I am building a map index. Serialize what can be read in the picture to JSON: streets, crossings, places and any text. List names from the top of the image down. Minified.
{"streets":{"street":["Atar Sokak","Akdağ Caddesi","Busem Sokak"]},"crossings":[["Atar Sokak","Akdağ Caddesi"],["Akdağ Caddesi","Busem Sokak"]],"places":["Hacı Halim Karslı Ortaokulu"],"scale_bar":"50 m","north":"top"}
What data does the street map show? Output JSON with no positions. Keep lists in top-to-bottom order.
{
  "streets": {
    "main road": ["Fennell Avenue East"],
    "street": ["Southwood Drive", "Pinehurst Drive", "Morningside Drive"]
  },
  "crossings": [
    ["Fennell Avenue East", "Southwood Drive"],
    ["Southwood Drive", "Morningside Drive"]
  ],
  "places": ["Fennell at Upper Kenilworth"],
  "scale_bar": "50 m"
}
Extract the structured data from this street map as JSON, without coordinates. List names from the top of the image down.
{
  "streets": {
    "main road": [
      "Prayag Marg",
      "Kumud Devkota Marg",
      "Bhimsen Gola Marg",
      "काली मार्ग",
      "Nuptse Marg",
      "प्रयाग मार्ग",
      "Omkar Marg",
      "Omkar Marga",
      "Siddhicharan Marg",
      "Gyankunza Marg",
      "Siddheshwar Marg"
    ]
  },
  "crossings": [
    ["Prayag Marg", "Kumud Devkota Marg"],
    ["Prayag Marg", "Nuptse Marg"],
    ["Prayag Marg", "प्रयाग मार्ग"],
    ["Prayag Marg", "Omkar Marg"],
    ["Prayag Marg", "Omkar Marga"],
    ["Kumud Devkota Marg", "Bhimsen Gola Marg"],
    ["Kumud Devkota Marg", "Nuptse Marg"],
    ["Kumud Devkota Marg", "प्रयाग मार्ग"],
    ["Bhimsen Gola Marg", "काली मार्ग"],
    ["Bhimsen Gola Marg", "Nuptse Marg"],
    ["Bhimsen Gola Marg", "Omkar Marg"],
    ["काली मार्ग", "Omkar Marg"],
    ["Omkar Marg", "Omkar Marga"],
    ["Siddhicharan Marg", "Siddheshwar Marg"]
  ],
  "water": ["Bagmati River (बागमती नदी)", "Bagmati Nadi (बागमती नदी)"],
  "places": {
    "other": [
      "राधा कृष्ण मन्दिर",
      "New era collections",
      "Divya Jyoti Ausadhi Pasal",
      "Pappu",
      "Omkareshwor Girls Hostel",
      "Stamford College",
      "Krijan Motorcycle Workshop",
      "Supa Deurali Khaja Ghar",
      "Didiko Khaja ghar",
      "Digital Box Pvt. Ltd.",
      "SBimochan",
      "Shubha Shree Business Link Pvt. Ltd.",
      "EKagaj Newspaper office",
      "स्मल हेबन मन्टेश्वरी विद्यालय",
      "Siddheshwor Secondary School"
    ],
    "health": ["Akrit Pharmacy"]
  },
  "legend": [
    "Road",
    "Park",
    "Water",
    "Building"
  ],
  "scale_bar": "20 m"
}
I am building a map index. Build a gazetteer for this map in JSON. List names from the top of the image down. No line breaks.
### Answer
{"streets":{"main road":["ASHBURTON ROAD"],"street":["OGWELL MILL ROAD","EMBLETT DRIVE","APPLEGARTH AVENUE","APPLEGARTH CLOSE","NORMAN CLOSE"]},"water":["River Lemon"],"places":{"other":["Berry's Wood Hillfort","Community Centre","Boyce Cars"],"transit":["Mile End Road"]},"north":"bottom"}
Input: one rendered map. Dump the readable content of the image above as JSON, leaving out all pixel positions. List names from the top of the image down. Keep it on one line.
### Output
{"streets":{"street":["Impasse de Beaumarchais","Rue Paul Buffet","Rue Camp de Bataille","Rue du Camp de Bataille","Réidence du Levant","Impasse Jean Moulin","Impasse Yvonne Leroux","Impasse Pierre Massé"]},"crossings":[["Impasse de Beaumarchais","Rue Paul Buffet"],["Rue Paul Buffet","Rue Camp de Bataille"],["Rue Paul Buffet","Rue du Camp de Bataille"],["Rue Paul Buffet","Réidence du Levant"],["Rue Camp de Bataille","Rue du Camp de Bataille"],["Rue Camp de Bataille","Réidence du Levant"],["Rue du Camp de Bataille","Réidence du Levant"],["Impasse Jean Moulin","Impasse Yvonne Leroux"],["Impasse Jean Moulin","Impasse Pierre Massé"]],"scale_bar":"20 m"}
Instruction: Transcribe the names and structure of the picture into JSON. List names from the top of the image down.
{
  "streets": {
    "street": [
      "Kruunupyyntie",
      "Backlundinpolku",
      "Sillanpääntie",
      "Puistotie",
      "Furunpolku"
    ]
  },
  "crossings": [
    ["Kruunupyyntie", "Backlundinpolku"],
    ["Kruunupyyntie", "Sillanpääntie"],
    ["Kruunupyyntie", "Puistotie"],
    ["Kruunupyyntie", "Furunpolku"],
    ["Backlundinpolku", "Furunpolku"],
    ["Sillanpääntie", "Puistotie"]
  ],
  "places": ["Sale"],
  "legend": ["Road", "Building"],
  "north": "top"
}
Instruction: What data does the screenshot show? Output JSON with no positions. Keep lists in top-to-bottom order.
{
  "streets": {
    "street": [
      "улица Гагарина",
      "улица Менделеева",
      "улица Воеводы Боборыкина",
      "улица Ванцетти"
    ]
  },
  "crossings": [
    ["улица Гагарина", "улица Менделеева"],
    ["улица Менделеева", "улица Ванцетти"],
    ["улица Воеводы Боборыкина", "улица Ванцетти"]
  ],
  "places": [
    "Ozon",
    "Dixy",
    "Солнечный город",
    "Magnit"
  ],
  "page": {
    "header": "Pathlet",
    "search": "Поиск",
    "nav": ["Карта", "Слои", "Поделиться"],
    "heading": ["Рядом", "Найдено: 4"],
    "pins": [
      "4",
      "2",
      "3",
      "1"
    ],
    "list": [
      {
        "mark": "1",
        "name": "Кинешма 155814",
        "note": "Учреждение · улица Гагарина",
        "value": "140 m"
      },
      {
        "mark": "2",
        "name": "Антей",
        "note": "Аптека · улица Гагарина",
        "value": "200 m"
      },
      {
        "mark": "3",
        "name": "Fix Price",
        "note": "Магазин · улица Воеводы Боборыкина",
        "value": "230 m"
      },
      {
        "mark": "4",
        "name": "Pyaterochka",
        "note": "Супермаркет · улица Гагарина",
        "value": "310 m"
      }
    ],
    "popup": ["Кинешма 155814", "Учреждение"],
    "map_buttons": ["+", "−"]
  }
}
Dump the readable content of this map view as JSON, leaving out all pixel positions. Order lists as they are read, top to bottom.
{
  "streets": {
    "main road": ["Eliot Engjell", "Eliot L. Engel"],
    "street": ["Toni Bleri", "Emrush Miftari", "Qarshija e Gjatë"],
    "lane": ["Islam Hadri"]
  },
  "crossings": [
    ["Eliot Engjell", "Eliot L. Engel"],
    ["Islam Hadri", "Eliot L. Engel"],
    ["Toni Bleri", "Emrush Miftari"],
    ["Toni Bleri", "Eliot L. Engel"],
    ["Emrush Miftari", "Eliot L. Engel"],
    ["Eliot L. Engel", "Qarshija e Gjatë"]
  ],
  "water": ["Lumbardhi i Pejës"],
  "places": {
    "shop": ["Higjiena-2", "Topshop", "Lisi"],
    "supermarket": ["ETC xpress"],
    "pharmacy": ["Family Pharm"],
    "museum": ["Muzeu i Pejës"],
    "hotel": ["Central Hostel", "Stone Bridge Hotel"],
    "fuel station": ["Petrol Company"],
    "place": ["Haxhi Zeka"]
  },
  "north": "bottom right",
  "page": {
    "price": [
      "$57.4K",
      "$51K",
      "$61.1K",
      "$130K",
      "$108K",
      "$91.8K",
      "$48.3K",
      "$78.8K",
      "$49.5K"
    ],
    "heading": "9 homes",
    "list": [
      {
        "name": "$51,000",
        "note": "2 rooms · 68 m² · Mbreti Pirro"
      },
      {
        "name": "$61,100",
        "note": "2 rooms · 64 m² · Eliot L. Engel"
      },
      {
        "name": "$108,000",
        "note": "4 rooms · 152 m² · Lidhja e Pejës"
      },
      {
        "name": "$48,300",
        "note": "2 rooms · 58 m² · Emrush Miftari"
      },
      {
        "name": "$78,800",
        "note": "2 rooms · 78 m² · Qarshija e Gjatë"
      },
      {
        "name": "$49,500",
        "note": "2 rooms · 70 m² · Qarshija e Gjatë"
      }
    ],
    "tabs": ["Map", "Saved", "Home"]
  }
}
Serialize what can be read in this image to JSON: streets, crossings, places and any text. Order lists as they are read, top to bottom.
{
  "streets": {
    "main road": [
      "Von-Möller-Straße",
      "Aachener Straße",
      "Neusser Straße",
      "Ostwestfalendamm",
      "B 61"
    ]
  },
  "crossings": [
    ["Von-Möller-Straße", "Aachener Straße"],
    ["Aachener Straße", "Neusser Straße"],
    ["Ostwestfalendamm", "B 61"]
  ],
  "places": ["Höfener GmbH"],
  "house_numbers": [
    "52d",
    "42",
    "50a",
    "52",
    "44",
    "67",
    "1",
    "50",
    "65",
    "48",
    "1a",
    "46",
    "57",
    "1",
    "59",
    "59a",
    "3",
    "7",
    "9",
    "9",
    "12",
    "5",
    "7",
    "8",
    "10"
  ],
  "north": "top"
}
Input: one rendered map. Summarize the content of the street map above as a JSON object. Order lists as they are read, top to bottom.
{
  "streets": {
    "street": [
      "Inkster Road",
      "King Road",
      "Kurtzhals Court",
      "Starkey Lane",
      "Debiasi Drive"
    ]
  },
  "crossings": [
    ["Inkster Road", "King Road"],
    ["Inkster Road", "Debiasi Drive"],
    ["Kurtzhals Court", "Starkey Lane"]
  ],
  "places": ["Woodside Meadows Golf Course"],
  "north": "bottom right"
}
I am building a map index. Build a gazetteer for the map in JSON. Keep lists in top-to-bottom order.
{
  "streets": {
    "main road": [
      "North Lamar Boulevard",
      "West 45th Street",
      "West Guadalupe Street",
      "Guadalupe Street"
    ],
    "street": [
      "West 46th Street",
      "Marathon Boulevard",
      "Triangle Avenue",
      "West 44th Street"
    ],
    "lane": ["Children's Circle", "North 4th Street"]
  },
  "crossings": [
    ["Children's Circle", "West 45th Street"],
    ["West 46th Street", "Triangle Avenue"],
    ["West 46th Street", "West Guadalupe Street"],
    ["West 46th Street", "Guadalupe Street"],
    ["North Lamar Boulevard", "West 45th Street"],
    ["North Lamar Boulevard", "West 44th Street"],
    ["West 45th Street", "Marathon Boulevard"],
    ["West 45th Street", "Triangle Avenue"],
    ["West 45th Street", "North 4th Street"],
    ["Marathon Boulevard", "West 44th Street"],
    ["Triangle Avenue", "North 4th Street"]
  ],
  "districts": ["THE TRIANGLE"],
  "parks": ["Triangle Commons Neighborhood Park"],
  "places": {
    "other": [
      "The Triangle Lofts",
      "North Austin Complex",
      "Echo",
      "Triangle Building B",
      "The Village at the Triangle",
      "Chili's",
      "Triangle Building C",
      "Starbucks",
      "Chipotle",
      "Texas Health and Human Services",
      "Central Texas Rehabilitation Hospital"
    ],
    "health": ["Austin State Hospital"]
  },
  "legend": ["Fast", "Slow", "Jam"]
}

+ + + + +

Please work out how many lines of the records contain "Keep" and give only that number.

■ WRITTEN ANSWER
4